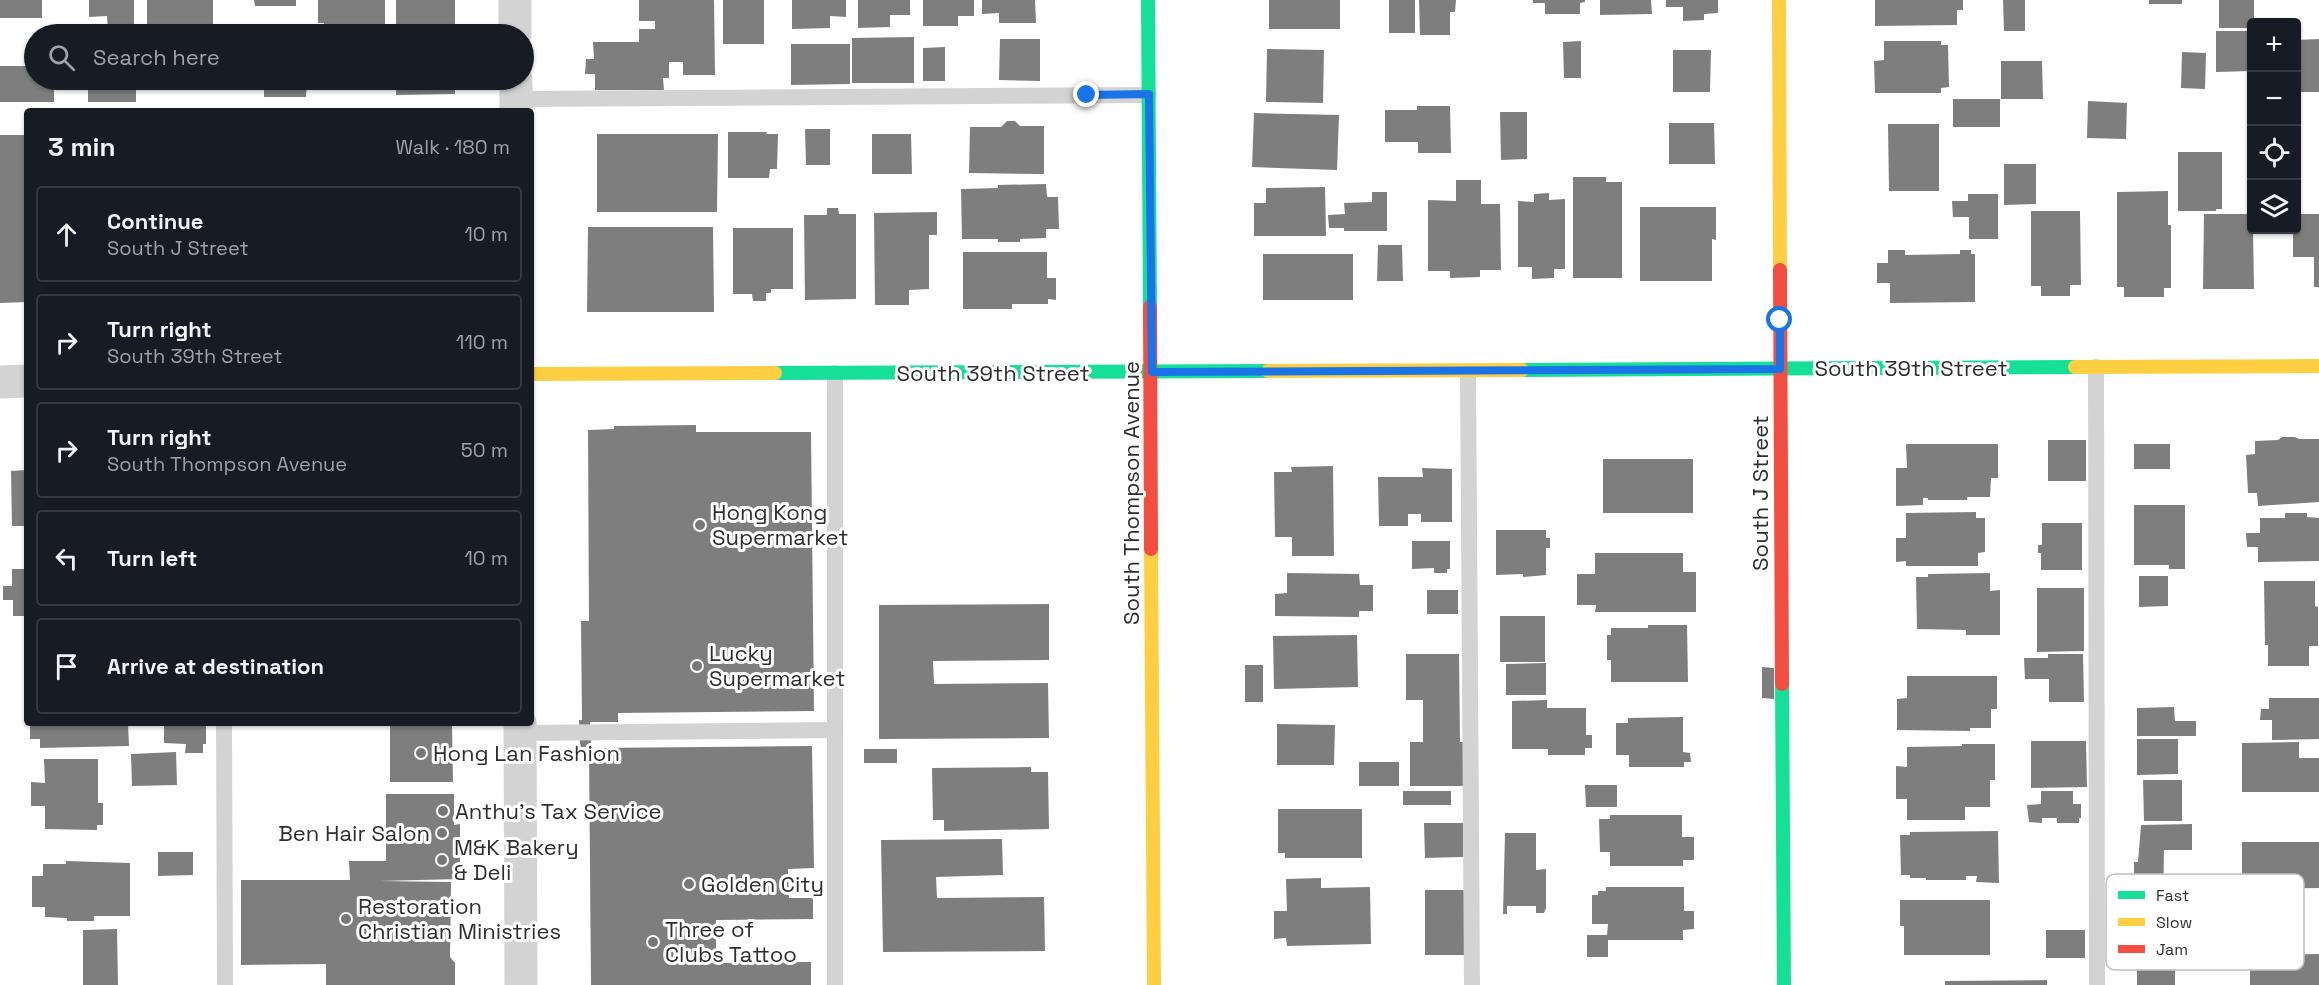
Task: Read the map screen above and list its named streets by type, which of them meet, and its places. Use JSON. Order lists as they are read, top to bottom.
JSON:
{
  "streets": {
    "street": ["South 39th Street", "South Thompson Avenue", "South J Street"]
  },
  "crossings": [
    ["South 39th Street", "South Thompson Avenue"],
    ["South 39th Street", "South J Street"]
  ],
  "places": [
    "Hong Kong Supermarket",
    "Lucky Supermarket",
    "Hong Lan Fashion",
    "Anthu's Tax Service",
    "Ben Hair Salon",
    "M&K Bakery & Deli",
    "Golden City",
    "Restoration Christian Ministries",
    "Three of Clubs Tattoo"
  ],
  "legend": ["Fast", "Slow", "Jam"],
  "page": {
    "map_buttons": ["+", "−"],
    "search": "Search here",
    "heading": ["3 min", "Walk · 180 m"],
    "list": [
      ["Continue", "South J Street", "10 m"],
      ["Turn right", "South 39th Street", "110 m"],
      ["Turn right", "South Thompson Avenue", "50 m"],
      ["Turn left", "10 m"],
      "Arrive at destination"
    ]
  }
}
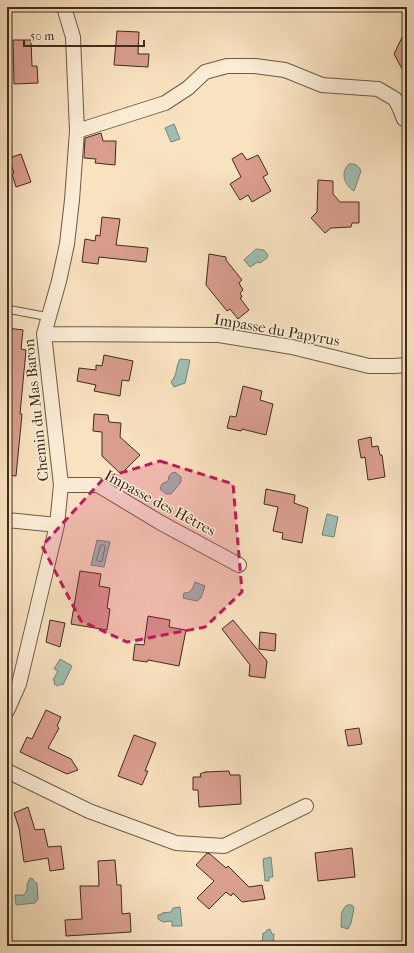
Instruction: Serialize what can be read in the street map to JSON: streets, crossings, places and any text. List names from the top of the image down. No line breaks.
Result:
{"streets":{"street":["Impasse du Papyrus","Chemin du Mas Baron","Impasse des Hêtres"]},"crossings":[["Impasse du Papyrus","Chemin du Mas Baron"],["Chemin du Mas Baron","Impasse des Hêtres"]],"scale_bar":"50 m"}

The task |
The lines from the beginning of the listing above through the line holding "Instruction: Serialize what" are to be duplicated exactly, and the pictures omitted.

Expected answer |
Task: Read the map screen above and list its named streets by type, which of them meet, and its places. Use JSON. Order lists as they are read, top to bottom.
JSON:
{
  "streets": {
    "street": ["South 39th Street", "South Thompson Avenue", "South J Street"]
  },
  "crossings": [
    ["South 39th Street", "South Thompson Avenue"],
    ["South 39th Street", "South J Street"]
  ],
  "places": [
    "Hong Kong Supermarket",
    "Lucky Supermarket",
    "Hong Lan Fashion",
    "Anthu's Tax Service",
    "Ben Hair Salon",
    "M&K Bakery & Deli",
    "Golden City",
    "Restoration Christian Ministries",
    "Three of Clubs Tattoo"
  ],
  "legend": ["Fast", "Slow", "Jam"],
  "page": {
    "map_buttons": ["+", "−"],
    "search": "Search here",
    "heading": ["3 min", "Walk · 180 m"],
    "list": [
      ["Continue", "South J Street", "10 m"],
      ["Turn right", "South 39th Street", "110 m"],
      ["Turn right", "South Thompson Avenue", "50 m"],
      ["Turn left", "10 m"],
      "Arrive at destination"
    ]
  }
}
Instruction: Serialize what can be read in the street map to JSON: streets, crossings, places and any text. List names from the top of the image down. No line breaks.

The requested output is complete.